Search code examples
pythonnumericalsorting

Sorting a csv file in Python with sorted() returns values in programmer DESC order, not time DESC order


I'm not doing anything overly complex I believe. I'm presorting a large csv data file because it is full of data that arrives in random time order. The index is correct, but the return formatting is off.

    sortedList=sorted(reader,key=operator.itemgetter(1))

So instead of sorting like [-100 -10 -1 0 10 100 5000 6000]; I get [-1 -10 -100 0 100 5000 60]

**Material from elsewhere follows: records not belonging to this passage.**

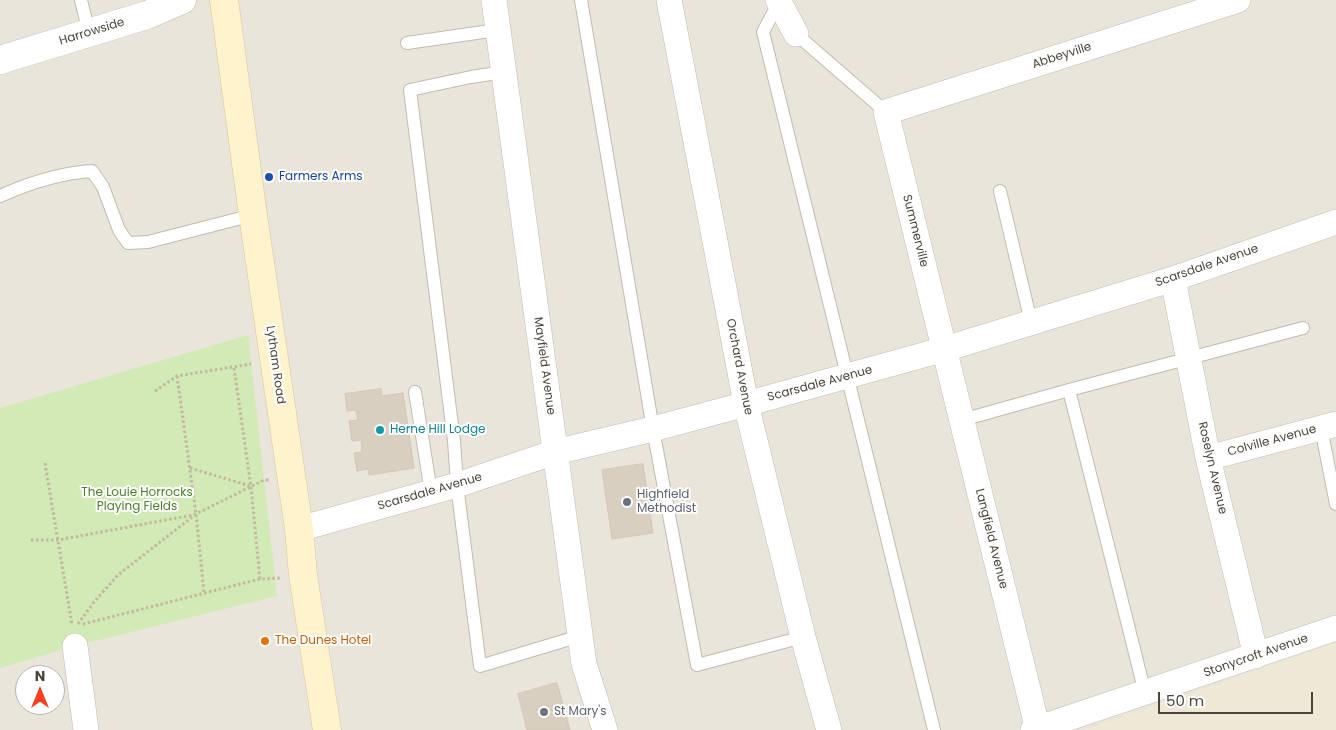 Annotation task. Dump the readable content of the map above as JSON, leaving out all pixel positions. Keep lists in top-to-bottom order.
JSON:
{
  "streets": {
    "main road": ["Lytham Road"],
    "street": [
      "Harrowside",
      "Abbeyville",
      "Summerville",
      "Scarsdale Avenue",
      "Mayfield Avenue",
      "Orchard Avenue",
      "Colville Avenue",
      "Roselyn Avenue",
      "Langfield Avenue",
      "Stonycroft Avenue"
    ]
  },
  "crossings": [
    ["Abbeyville", "Summerville"],
    ["Summerville", "Scarsdale Avenue"],
    ["Summerville", "Langfield Avenue"],
    ["Scarsdale Avenue", "Lytham Road"],
    ["Scarsdale Avenue", "Mayfield Avenue"],
    ["Scarsdale Avenue", "Orchard Avenue"],
    ["Scarsdale Avenue", "Roselyn Avenue"],
    ["Scarsdale Avenue", "Langfield Avenue"],
    ["Colville Avenue", "Roselyn Avenue"],
    ["Roselyn Avenue", "Stonycroft Avenue"],
    ["Langfield Avenue", "Stonycroft Avenue"]
  ],
  "parks": ["The Louie Horrocks Playing Fields"],
  "places": [
    "Farmers Arms",
    "Herne Hill Lodge",
    "Highfield Methodist",
    "The Dunes Hotel",
    "St Mary's"
  ],
  "scale_bar": "50 m",
  "north": "top"
}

I tried both the lambda function examples and itemgetter, but I don't really know where to go from there.

Thanks for the help.

The answer to my question is in the comments. The numerical value was being sorted as a string and not a number. I didn't know that I could specify the data type of the key in sorted(). This code works as I intended:

    sortedList=sorted(reader,key=lambda x:float(x[1]))

Solution

  • Just from the output you see there, it looks like these are being sorted as strings rather than as numbers.

    So you could do:

    sortedList=sorted(reader, key=lambda t: int( t[1] ))
    

    or

    sortedList=sorted(reader, key=lambda t: float( t[1] ))
    

    Or better, try to ensure that the sequence reader gets populated with numbers, rather than strings, when it's created, perhaps using QUOTE_NONNUMERIC as a fmtparam for the reader (see http://docs.python.org/library/csv.html#csv.QUOTE_NONNUMERIC).